PROBLEM TO WORK ON: Every entry gets copied exactly. No images go into the copy.

Dataset items
──────────────────────────────

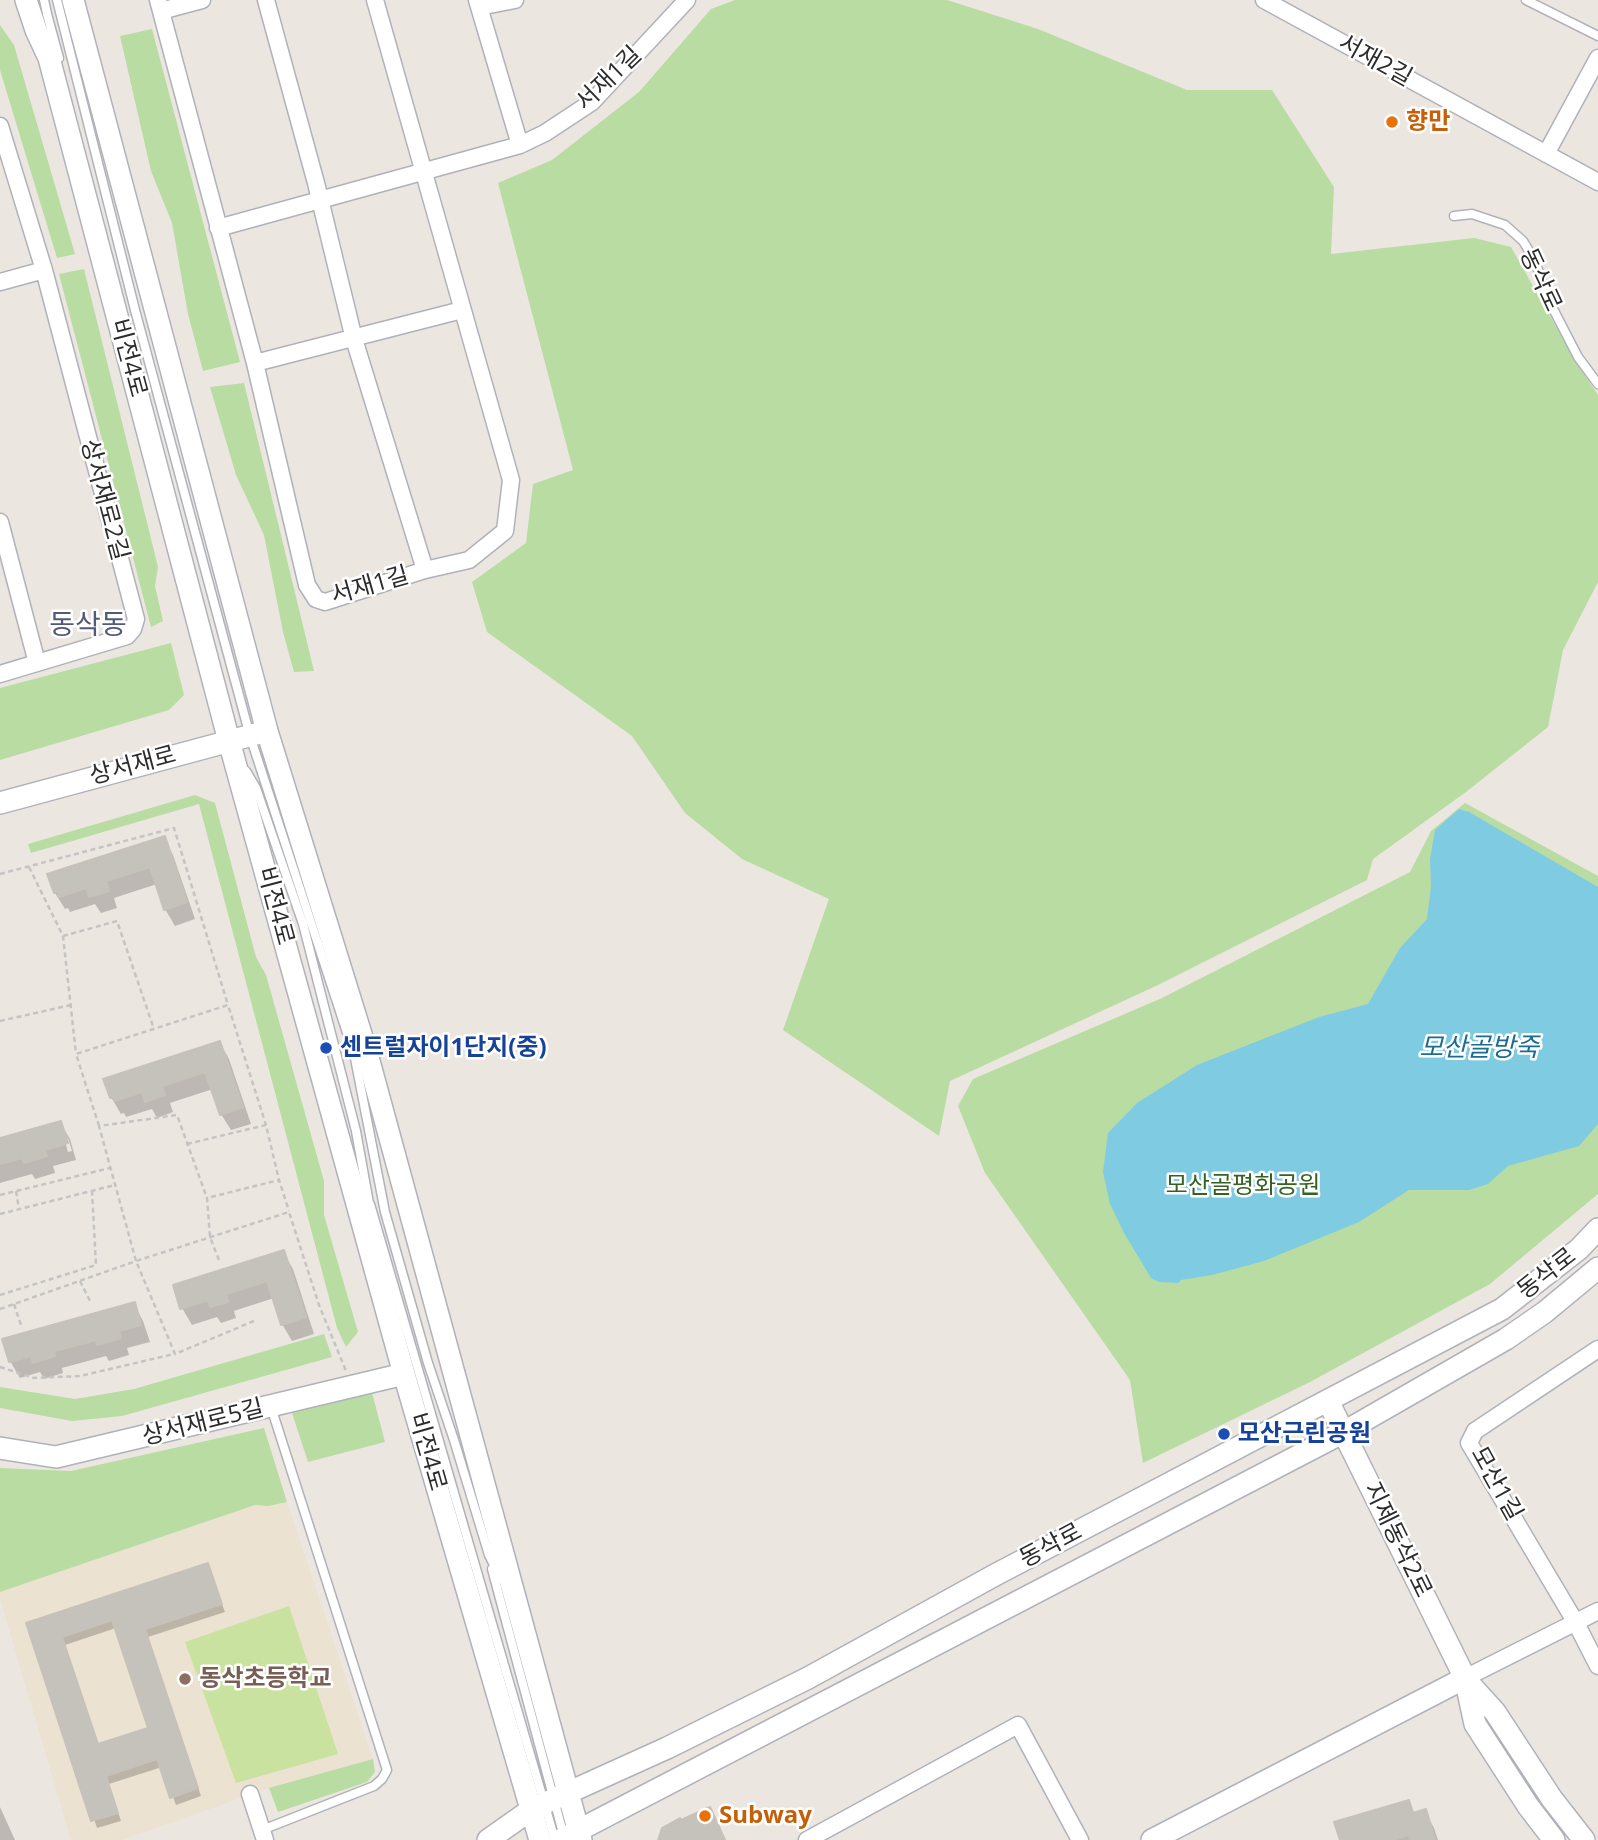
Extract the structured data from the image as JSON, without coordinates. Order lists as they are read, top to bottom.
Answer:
{
  "streets": {
    "main road": [
      "동삭로",
      "비전4로",
      "상서재로",
      "상서재로5길",
      "지제동삭2로"
    ],
    "street": [
      "서재2길",
      "서재1길",
      "상서재로2길",
      "모산1길"
    ]
  },
  "crossings": [
    ["동삭로", "비전4로"],
    ["동삭로", "지제동삭2로"],
    ["비전4로", "상서재로"],
    ["비전4로", "상서재로5길"]
  ],
  "districts": ["동삭동"],
  "water": ["모산골방죽"],
  "parks": ["모산골평화공원"],
  "places": [
    "향만",
    "센트럴자이1단지(중)",
    "모산근린공원",
    "동삭초등학교",
    "Subway"
  ]
}
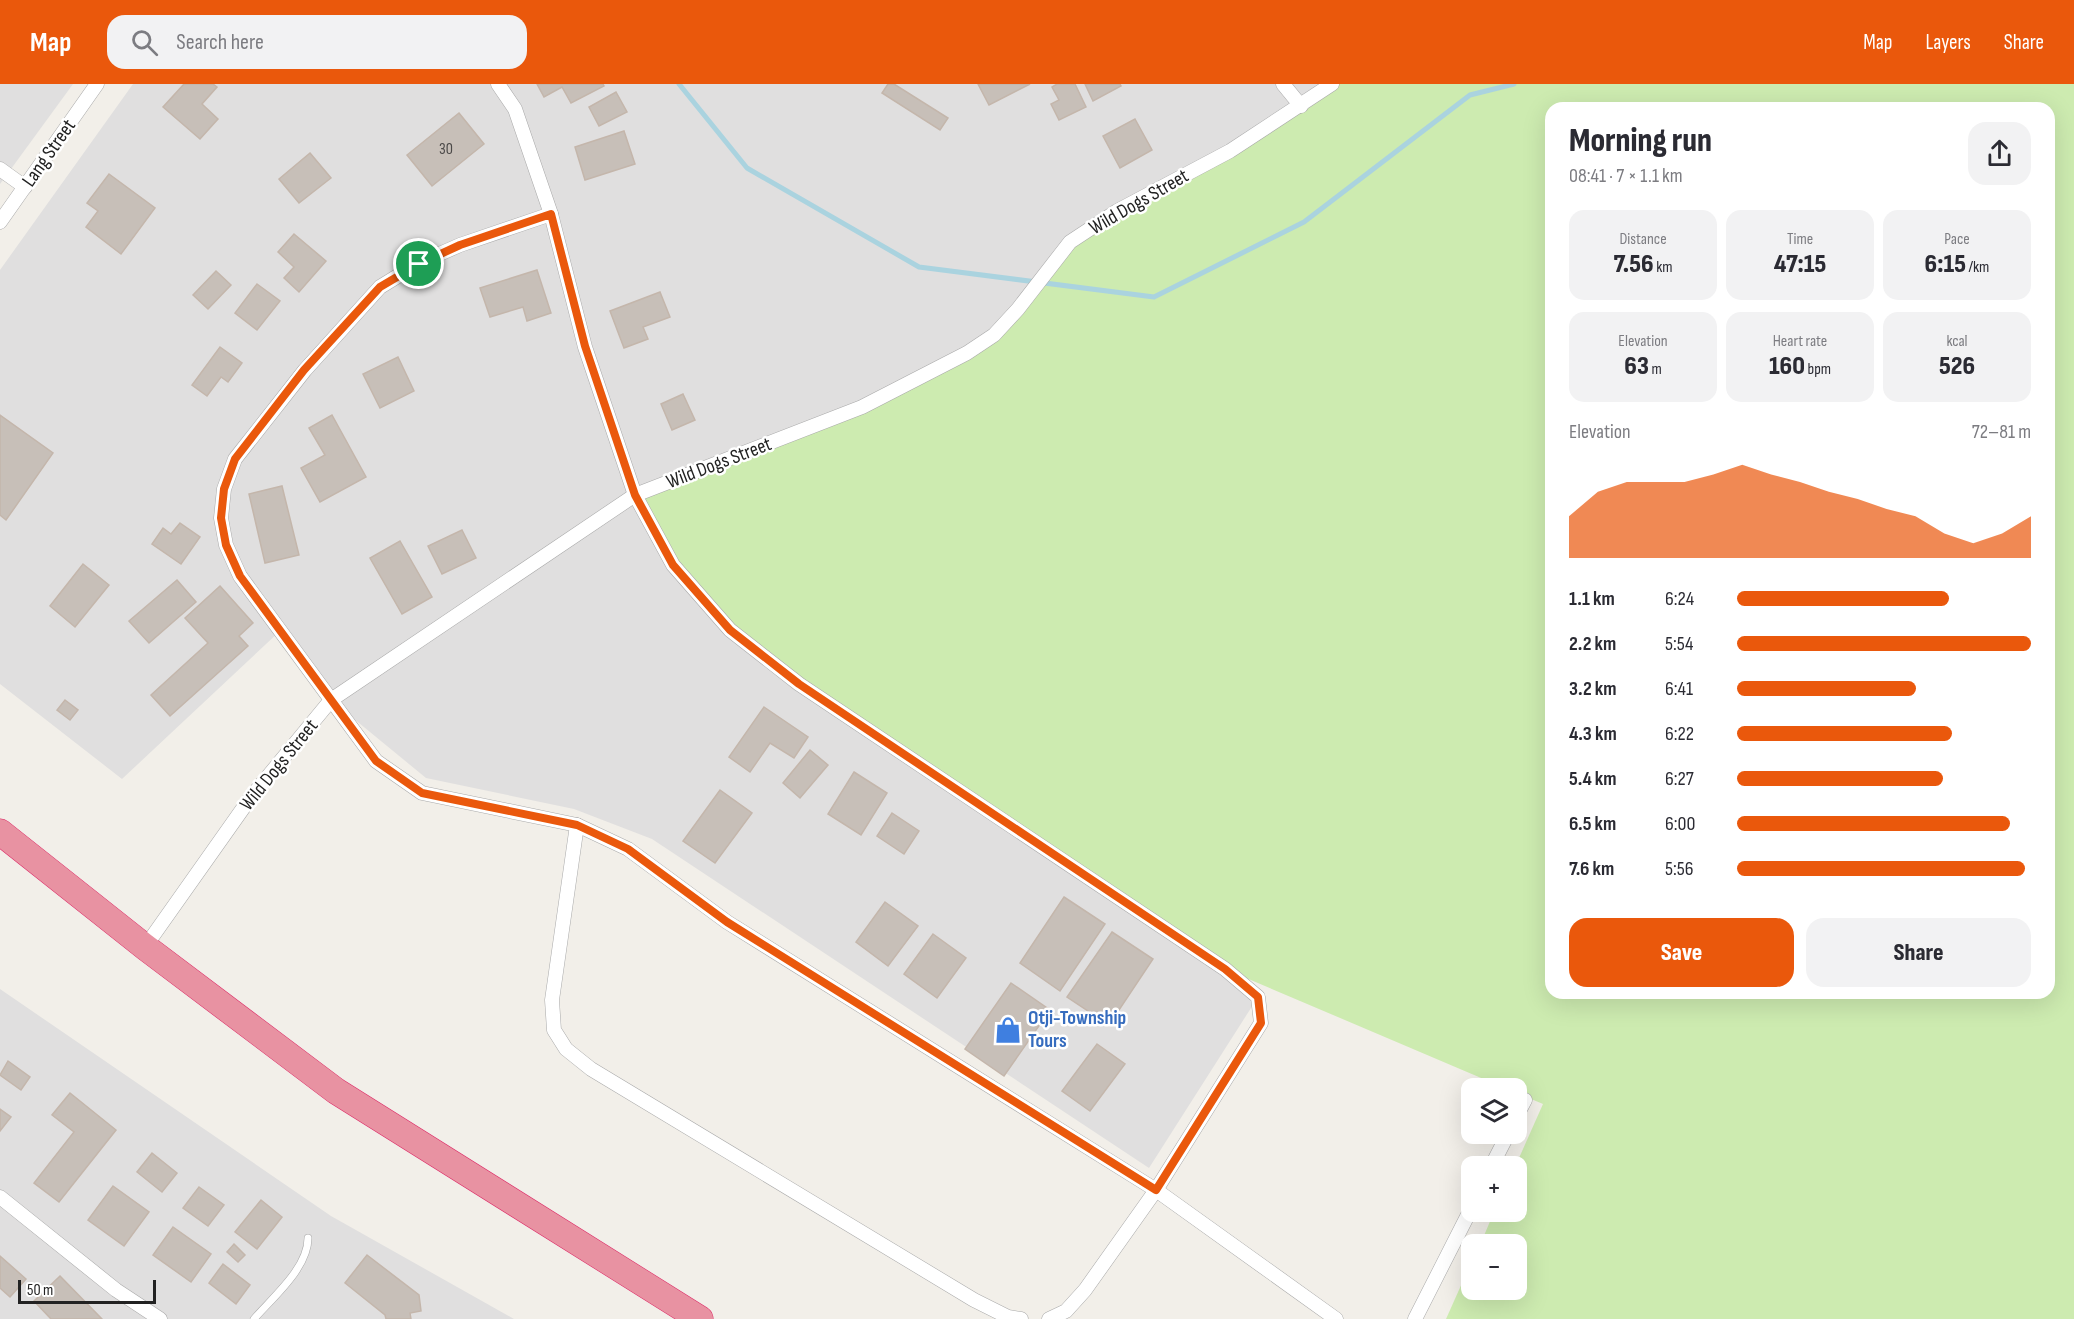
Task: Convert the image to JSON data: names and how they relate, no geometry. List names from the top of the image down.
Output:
{
  "streets": {
    "street": ["Lang Street", "Wild Dogs Street"]
  },
  "places": {
    "shop": ["Otji-Township Tours"]
  },
  "house_numbers": ["30"],
  "scale_bar": "50 m",
  "page": {
    "header": "Map",
    "search": "Search here",
    "nav": ["Map", "Layers", "Share"],
    "heading": ["Morning run", "08:41 · 7 × 1.1 km"],
    "stats": [
      ["Distance", "7.56 km"],
      ["Time", "47:15"],
      ["Pace", "6:15 /km"],
      ["Elevation", "63 m"],
      ["Heart rate", "160 bpm"],
      ["kcal", "526"]
    ],
    "chart": ["Elevation", "72–81 m"],
    "list": [
      {
        "name": "1.1 km",
        "note": "6:24"
      },
      {
        "name": "2.2 km",
        "note": "5:54"
      },
      {
        "name": "3.2 km",
        "note": "6:41"
      },
      {
        "name": "4.3 km",
        "note": "6:22"
      },
      {
        "name": "5.4 km",
        "note": "6:27"
      },
      {
        "name": "6.5 km",
        "note": "6:00"
      },
      {
        "name": "7.6 km",
        "note": "5:56"
      }
    ],
    "buttons": ["Save", "Share"],
    "map_buttons": ["+", "−"],
    "scale": "50 m"
  }
}
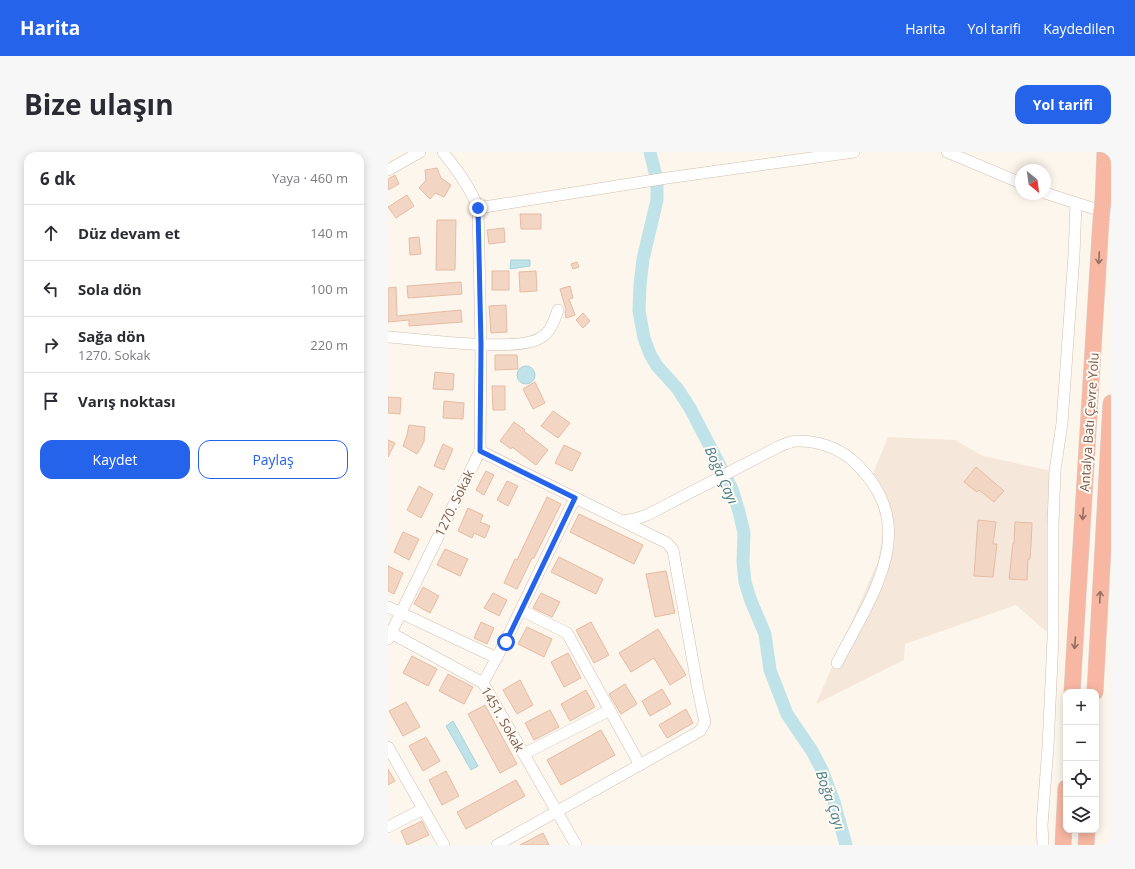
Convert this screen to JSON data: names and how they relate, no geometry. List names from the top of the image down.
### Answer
{
  "streets": {
    "highway": ["Antalya Batı Çevre Yolu"],
    "street": ["1270. Sokak", "1451. Sokak"]
  },
  "crossings": [
    ["1270. Sokak", "1451. Sokak"]
  ],
  "water": ["Boğa Çayı"],
  "north": "bottom right",
  "page": {
    "header": "Harita",
    "nav": ["Harita", "Yol tarifi", "Kaydedilen"],
    "title": "Bize ulaşın",
    "buttons": [
      "Yol tarifi",
      ["Kaydet", "Paylaş"]
    ],
    "heading": ["6 dk", "Yaya · 460 m"],
    "list": [
      ["Düz devam et", "140 m"],
      ["Sola dön", "100 m"],
      ["Sağa dön", "1270. Sokak", "220 m"],
      "Varış noktası"
    ],
    "map_buttons": ["+", "−"]
  }
}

──────────────────────────────

FINISHED EXERCISE:
Extract the structured data from the image as JSON, without coordinates. Order lists as they are read, top to bottom.
Answer:
{
  "streets": {
    "main road": [
      "동삭로",
      "비전4로",
      "상서재로",
      "상서재로5길",
      "지제동삭2로"
    ],
    "street": [
      "서재2길",
      "서재1길",
      "상서재로2길",
      "모산1길"
    ]
  },
  "crossings": [
    ["동삭로", "비전4로"],
    ["동삭로", "지제동삭2로"],
    ["비전4로", "상서재로"],
    ["비전4로", "상서재로5길"]
  ],
  "districts": ["동삭동"],
  "water": ["모산골방죽"],
  "parks": ["모산골평화공원"],
  "places": [
    "향만",
    "센트럴자이1단지(중)",
    "모산근린공원",
    "동삭초등학교",
    "Subway"
  ]
}
Task: Convert the image to JSON data: names and how they relate, no geometry. List names from the top of the image down.
Output:
{
  "streets": {
    "street": ["Lang Street", "Wild Dogs Street"]
  },
  "places": {
    "shop": ["Otji-Township Tours"]
  },
  "house_numbers": ["30"],
  "scale_bar": "50 m",
  "page": {
    "header": "Map",
    "search": "Search here",
    "nav": ["Map", "Layers", "Share"],
    "heading": ["Morning run", "08:41 · 7 × 1.1 km"],
    "stats": [
      ["Distance", "7.56 km"],
      ["Time", "47:15"],
      ["Pace", "6:15 /km"],
      ["Elevation", "63 m"],
      ["Heart rate", "160 bpm"],
      ["kcal", "526"]
    ],
    "chart": ["Elevation", "72–81 m"],
    "list": [
      {
        "name": "1.1 km",
        "note": "6:24"
      },
      {
        "name": "2.2 km",
        "note": "5:54"
      },
      {
        "name": "3.2 km",
        "note": "6:41"
      },
      {
        "name": "4.3 km",
        "note": "6:22"
      },
      {
        "name": "5.4 km",
        "note": "6:27"
      },
      {
        "name": "6.5 km",
        "note": "6:00"
      },
      {
        "name": "7.6 km",
        "note": "5:56"
      }
    ],
    "buttons": ["Save", "Share"],
    "map_buttons": ["+", "−"],
    "scale": "50 m"
  }
}
Convert this screen to JSON data: names and how they relate, no geometry. List names from the top of the image down.
### Answer
{
  "streets": {
    "highway": ["Antalya Batı Çevre Yolu"],
    "street": ["1270. Sokak", "1451. Sokak"]
  },
  "crossings": [
    ["1270. Sokak", "1451. Sokak"]
  ],
  "water": ["Boğa Çayı"],
  "north": "bottom right",
  "page": {
    "header": "Harita",
    "nav": ["Harita", "Yol tarifi", "Kaydedilen"],
    "title": "Bize ulaşın",
    "buttons": [
      "Yol tarifi",
      ["Kaydet", "Paylaş"]
    ],
    "heading": ["6 dk", "Yaya · 460 m"],
    "list": [
      ["Düz devam et", "140 m"],
      ["Sola dön", "100 m"],
      ["Sağa dön", "1270. Sokak", "220 m"],
      "Varış noktası"
    ],
    "map_buttons": ["+", "−"]
  }
}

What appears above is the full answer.